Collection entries
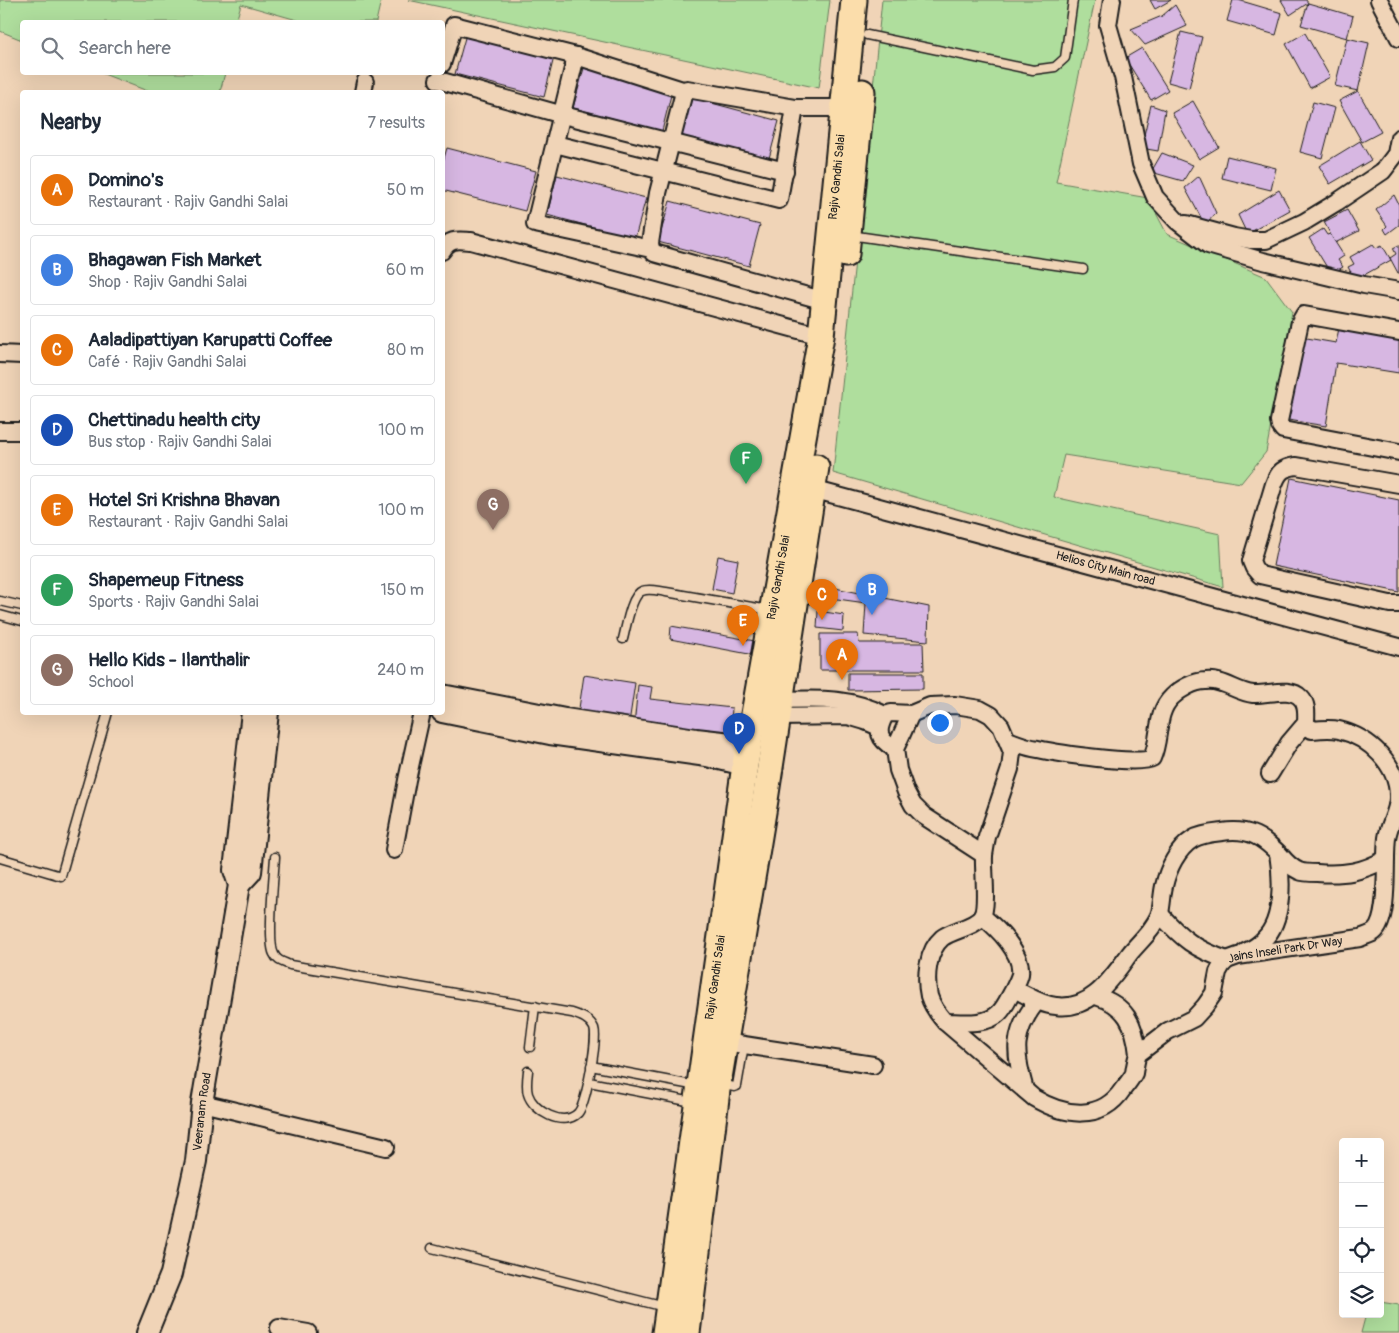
<!DOCTYPE html>
<meta charset="utf-8">
<style>
body{margin:0;font-family:Pangolin,sans-serif;background:#f6f6f7;color:#1f2937}
.controls{position:absolute;right:15px;bottom:15px;display:grid;overflow:hidden;border-radius:5px;box-shadow:0 5px 20px #0002}
.controls button{width:45px;height:45px;display:grid;place-items:center;padding:0;border:0;border-bottom:1px solid #e0e1e3;background:#fff;color:#1f2937;font:25px sans-serif}
.you{position:absolute;left:939px;top:722px;width:18px;height:18px;margin:-12px;border:4px solid #fff;border-radius:50%;background:#1a73e8;box-shadow:0 0 0 8px #1a73e833}
.badge{display:grid;place-items:center;width:32px;height:32px;border-radius:50%;background:#2563eb;color:#fff;font-size:16px;font-weight:700}
.pin{position:absolute;translate:-50% -41px;filter:drop-shadow(0 1px 2px #0008)}
.pin::after{content:'';position:absolute;top:26px;width:18px;height:15px;background:inherit;clip-path:polygon(0 0,100% 0,50% 100%)}
.list{margin:0;padding:0;list-style:none}
h2{display:flex;justify-content:space-between;align-items:center;height:65px;margin:0;padding:0 20px;font-size:21px}
h2 small{font-size:16px;font-weight:400;color:#747a83}
.list li{display:grid;grid-template-columns:32px 1fr auto;gap:15px;align-items:center;box-sizing:border-box;height:70px;margin:0 10px 10px;padding:0 10px;border:1px solid #e0e1e3;border-radius:5px}
.list b{display:block;font-size:19px;white-space:nowrap}
.list p{margin:0;font-size:16px;white-space:nowrap;color:#747a83}
.list em{font-size:16px;font-style:normal;color:#747a83}
.icon{flex:none;width:28px;height:28px;fill:none;stroke:currentColor;stroke-width:2;stroke-linecap:round;stroke-linejoin:round}
.map{position:relative;flex:none;width:1399px;height:1333px;overflow:hidden}
.search{position:absolute;background:#fff;box-shadow:0 5px 20px #0002;left:20px;top:20px;width:425px;height:55px;display:flex;align-items:center;gap:12px;box-sizing:border-box;padding:0 18px;border-radius:5px;color:#747a83;font-size:19px}
.panel{position:absolute;background:#fff;box-shadow:0 5px 20px #0002;left:20px;top:90px;width:425px;height:625px;border-radius:5px}
.map>svg:first-child{display:block}
</style>
<div class="map">
<svg width="1399" height="1333" viewBox="0 0 1399 1333">
<rect width="100%" height="100%" fill="#f0d4b7"/>
<filter id="ink" filterUnits="userSpaceOnUse"><feTurbulence type="fractalNoise" baseFrequency=".02" numOctaves="2"/><feDisplacementMap in="SourceGraphic" scale="10" xChannelSelector="R" yChannelSelector="G"/><feConvolveMatrix kernelMatrix="1 2 1 2 8 2 1 2 1" color-interpolation-filters="sRGB"/></filter>
<g filter="url(#ink)">
<!-- green -->
<g fill="#afde9d" stroke="#667d5c">
<polygon points="0,0 381,0 376,22 304,22 241,4 236,22 22,22 22,40 0,31"/>
<polygon points="408,0 830,0 819,88"/>
<polygon points="882,0 1095,0 1056,182 1148,198 1167,234 1266,277 1292,312 1266,452 1241,483 1064,455 1054,497 1220,534 1223,587 833,473"/>
<polygon points="101,73 225,73 220,92 150,92"/>
<polygon points="1380,1302 1399,1305 1399,1333 1361,1333 1366,1314 1380,1314"/>
</g>
<!-- building -->
<g fill="#d7b7e2" stroke="#1c1c1c">
<polygon points="1150,0 1171,0 1155,9"/>
<polygon points="1233,0 1238,0 1282,13 1276,35 1227,21"/>
<polygon points="1281,0 1306,0 1308,3 1290,15"/>
<polygon points="1308,3 1353,16 1347,38 1301,25"/>
<polygon points="1175,5 1187,26 1145,45 1131,29 1162,16"/>
<polygon points="1181,32 1202,37 1189,88 1168,82"/>
<polygon points="1305,33 1330,77 1310,88 1286,44"/>
<polygon points="466,34 554,57 544,97 455,74"/>
<polygon points="1347,38 1369,43 1358,91 1335,86"/>
<polygon points="1142,48 1168,90 1151,100 1125,58"/>
<polygon points="584,68 672,91 662,131 573,108"/>
<polygon points="1358,91 1381,132 1362,142 1339,101"/>
<polygon points="689,97 779,121 768,162 678,138"/>
<polygon points="1193,101 1219,147 1199,159 1172,113"/>
<polygon points="1313,102 1335,108 1322,158 1300,152"/>
<polygon points="1151,105 1165,110 1158,151 1141,148"/>
<polygon points="1360,141 1371,160 1330,184 1319,166"/>
<polygon points="447,148 536,171 525,211 442,190 442,165"/>
<polygon points="1162,153 1193,165 1183,181 1151,172"/>
<polygon points="1227,156 1276,168 1271,190 1222,178"/>
<polygon points="557,175 646,198 635,238 547,215"/>
<polygon points="1199,176 1216,213 1205,225 1185,188"/>
<polygon points="1279,190 1290,210 1247,234 1238,215"/>
<polygon points="1394,195 1399,205 1399,225 1387,234 1384,229 1387,226 1376,210"/>
<polygon points="670,201 760,225 749,266 658,242"/>
<polygon points="1347,210 1359,231 1335,243 1324,222"/>
<polygon points="1323,229 1327,235 1330,234 1344,256 1338,260 1343,267 1331,274 1309,238"/>
<polygon points="1373,244 1376,248 1382,245 1391,260 1355,280 1348,267 1354,264 1350,257"/>
<polygon points="1399,245 1399,273 1398,273 1390,258 1396,254 1393,248"/>
<polygon points="1339,328 1399,338 1399,373 1336,363 1326,426 1288,420 1301,337 1336,343"/>
<polygon points="1291,478 1399,500 1399,592 1273,566"/>
<polygon points="718,556 738,560 732,593 712,589"/>
<polygon points="825,586 929,607 928,641 864,635 866,603 823,597"/>
<polygon points="818,611 844,615 843,631 817,628"/>
<polygon points="671,626 755,641 754,655 670,639"/>
<polygon points="820,634 858,634 859,643 923,643 924,670 820,670"/>
<polygon points="848,673 923,673 923,689 848,690"/>
<polygon points="584,675 635,683 629,723 578,715"/>
<polygon points="638,685 652,687 650,699 732,708 730,736 634,726"/>
</g>
<g fill="none" stroke-linecap="round" stroke-linejoin="round">
<!-- service casing -->
<g stroke="#1c1c1c" stroke-width="11">
<g id="service">
<polyline points="867,35 1033,70 1055,67 1065,58 1073,0"/>
<polyline points="850,235 1083,269"/>
<polyline points="0,601 22,606"/>
<polyline points="0,615 22,621"/>
<path d="M623,639C626,628 631,595 642,591C649,588 659,591 666,592L769,610"/>
<path d="M275,857C274,874 267,942 274,954C277,961 283,962 290,965L572,1013C581,1016 590,1019 594,1028C598,1039 586,1104 578,1113C563,1128 533,1111 528,1094C526,1087 527,1079 528,1071"/>
<polyline points="0,858 61,876 108,712"/>
<polyline points="530,1047 535,1006"/>
<polyline points="591,1066 697,1086"/>
<polyline points="589,1082 693,1102"/>
<polyline points="721,1084 734,1087 737,1086 744,1045"/>
<polyline points="432,1248 665,1307"/>
</g>
</g>
<!-- minor casing -->
<g stroke="#1c1c1c" stroke-width="20">
<g id="minor">
<polyline points="1112,0 1108,25 1123,77 1141,164 1155,197 1177,221 1208,245 1263,261 1364,285 1399,291"/>
<polyline points="1379,0 1399,38"/>
<polyline points="576,56 535,224 651,249 654,253 825,301"/>
<polyline points="442,64 454,25 576,56 686,91"/>
<polyline points="438,80 563,115 785,171"/>
<polyline points="363,92 365,82"/>
<polyline points="555,144 779,200 795,108"/>
<polyline points="1186,224 1234,237 1251,240 1266,240 1304,222 1337,202 1383,171 1396,154 1399,138"/>
<polyline points="651,249 650,243 658,193 684,92 687,89 795,108 852,108"/>
<path d="M442,251C450,238 457,240 471,241L821,336"/>
<polyline points="1399,332 1304,315 1300,322 1279,421 1280,426 1283,430 1399,452"/>
<polyline points="0,354 22,355"/>
<polyline points="0,431 22,431"/>
<path d="M1399,484L1296,466C1283,468 1279,471 1274,484L1251,561L1254,568L1260,575L1390,604H1399"/>
<path id="s1" d="M812,489L1399,647"/>
<path d="M780,700C818,699 850,697 885,715"/>
<path id="s2" d="M911,714L895,749L898,770L906,792L913,805L924,816L984,855C983,868 988,906 982,916C976,927 952,930 942,938C927,951 925,978 929,996C932,1006 938,1014 945,1022L1034,1098C1064,1116 1101,1122 1123,1089C1127,1084 1132,1078 1134,1073C1135,1066 1136,1060 1138,1054L1168,1031L1194,1018L1205,1006L1214,993L1218,972L1222,965L1227,960L1238,956L1360,938C1364,936 1370,935 1374,932C1390,919 1384,859 1387,838C1389,824 1398,812 1398,798C1399,765 1369,737 1339,730C1331,728 1321,729 1312,730L1306,723C1306,715 1308,705 1301,698C1290,686 1268,695 1253,694C1236,692 1223,679 1206,681C1194,681 1180,689 1172,697C1155,713 1161,739 1152,758C1140,766 1056,753 1038,749C1028,748 1018,744 1008,740"/>
<polyline points="777,717 848,716 865,721 879,727"/>
<path d="M895,749C878,739 876,732 885,715L891,713L911,714L930,706L955,705L980,709L991,715L1001,726L1012,752L1010,769L987,837L984,855"/>
<polyline points="1270,774 1289,743 1306,723"/>
<polyline points="394,850 407,780 422,712"/>
<path d="M1160,914C1182,939 1195,949 1227,960"/>
<path d="M982,916C997,928 1023,953 1020,974C1019,979 1016,984 1014,989C1027,995 1041,1005 1056,1006C1092,1011 1112,977 1131,952C1141,940 1155,928 1160,913C1162,904 1162,895 1164,886C1168,869 1177,849 1193,839C1201,834 1213,833 1222,832C1249,828 1263,837 1281,856C1286,862 1292,868 1299,871C1304,873 1312,873 1317,873C1345,875 1362,872 1386,859"/>
<path d="M1245,952C1252,949 1259,945 1264,939C1284,920 1282,878 1278,853"/>
<path d="M1096,996C1126,1005 1135,1024 1138,1054"/>
<path d="M945,1022C961,1022 986,1026 999,1013C1006,1006 1009,997 1014,989"/>
<polyline points="725,1042 873,1065"/>
<path d="M1025,1090C1014,1052 1012,1033 1037,1001"/>
<polyline points="202,1103 386,1147"/>
<polyline points="279,1328 308,1333"/>
</g>
</g>
<!-- tertiary casing -->
<g stroke="#1c1c1c" stroke-width="24">
<g id="tertiary">
<polyline points="442,695 565,719 696,739 749,745"/>
<polyline points="442,712 550,734 707,756 745,765"/>
<polyline points="239,885 251,872 268,712"/>
<path id="s3" d="M147,1333L171,1274L196,1161L202,1103L239,885L234,870L252,712"/>
</g>
</g>
<!-- primary casing -->
<g stroke="#1c1c1c" stroke-width="29">
<g id="primary">
<polyline points="846,254 862,92"/>
<path id="s4" d="M665,1333L745,765L821,336L854,0"/>
<polyline points="687,1333 717,1090 765,800 816,467"/>
</g>
</g>
<!-- service -->
<use href="#service" stroke="#f0d4b7" stroke-width="8"/>
<!-- minor -->
<use href="#minor" stroke="#f0d4b7" stroke-width="16"/>
<!-- tertiary -->
<use href="#tertiary" stroke="#f0d4b7" stroke-width="20"/>
<!-- primary -->
<use href="#primary" stroke="#fbddab" stroke-width="25"/>
</g>
</g>
<g text-anchor="middle" dominant-baseline="central" stroke-width="4" stroke-linejoin="round" paint-order="stroke">
<!-- street labels -->
<g font-size="12" fill="#1c1c1c" stroke="#f0d4b7">
<text stroke="none"><textPath href="#s4" startOffset="1169">Rajiv Gandhi Salai</textPath></text>
<text stroke="none"><textPath href="#s1" startOffset="304">Helios City Main road</textPath></text>
<text stroke="none"><textPath href="#s4" startOffset="764">Rajiv Gandhi Salai</textPath></text>
<text stroke="none"><textPath href="#s2" startOffset="836">Jains Inseli Park Dr Way</textPath></text>
<text stroke="none"><textPath href="#s4" startOffset="359">Rajiv Gandhi Salai</textPath></text>
<text stroke="none"><textPath href="#s3" startOffset="229">Veeranam Road</textPath></text>
</g>
</g>
</svg>
<div class="controls">
<button>+</button>
<button>−</button>
<button><svg class="icon" aria-label="locate" viewBox="0 0 24 24"><circle cx="12" cy="12" r="6"/><path d="M12 2v4M12 18v4M2 12h4M18 12h4"/></svg></button>
<button><svg class="icon" aria-label="layers" viewBox="0 0 24 24"><path d="M12 4l9 5-9 5-9-5zM3 14l9 5 9-5"/></svg></button>
</div>
<div class="you"></div>
<div class="pin badge" style="left:842px;top:680px;background:#e8710a">A</div>
<div class="pin badge" style="left:872px;top:615px;background:#3f7fe0">B</div>
<div class="pin badge" style="left:822px;top:620px;background:#e8710a">C</div>
<div class="pin badge" style="left:739px;top:754px;background:#1a4fb4">D</div>
<div class="pin badge" style="left:743px;top:646px;background:#e8710a">E</div>
<div class="pin badge" style="left:746px;top:484px;background:#2e9e5b">F</div>
<div class="pin badge" style="left:493px;top:530px;background:#8d6e63">G</div>
<div class="search"><svg class="icon" aria-label="search" viewBox="0 0 24 24"><circle cx="10" cy="10" r="6"/><path d="M15 15l6 6"/></svg>Search here</div>
<section class="panel">
<h2>Nearby<small>7 results</small></h2>
<ul class="list">
<li><span class="badge" style="background:#e8710a">A</span><div><b>Domino's</b><p>Restaurant · Rajiv Gandhi Salai</p></div><em>50 m</em></li>
<li><span class="badge" style="background:#3f7fe0">B</span><div><b>Bhagawan Fish Market</b><p>Shop · Rajiv Gandhi Salai</p></div><em>60 m</em></li>
<li><span class="badge" style="background:#e8710a">C</span><div><b>Aaladipattiyan Karupatti Coffee</b><p>Café · Rajiv Gandhi Salai</p></div><em>80 m</em></li>
<li><span class="badge" style="background:#1a4fb4">D</span><div><b>Chettinadu health city</b><p>Bus stop · Rajiv Gandhi Salai</p></div><em>100 m</em></li>
<li><span class="badge" style="background:#e8710a">E</span><div><b>Hotel Sri Krishna Bhavan</b><p>Restaurant · Rajiv Gandhi Salai</p></div><em>100 m</em></li>
<li><span class="badge" style="background:#2e9e5b">F</span><div><b>Shapemeup Fitness</b><p>Sports · Rajiv Gandhi Salai</p></div><em>150 m</em></li>
<li><span class="badge" style="background:#8d6e63">G</span><div><b>Hello Kids - Ilanthalir</b><p>School</p></div><em>240 m</em></li>
</ul>
</section>
</div>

ACTIVITY
When a line in the records holds the string "primary", copy that line.

EXERCISE OUTPUT
<!-- primary casing -->
<g id="primary">
<!-- primary -->
<use href="#primary" stroke="#fbddab" stroke-width="25"/>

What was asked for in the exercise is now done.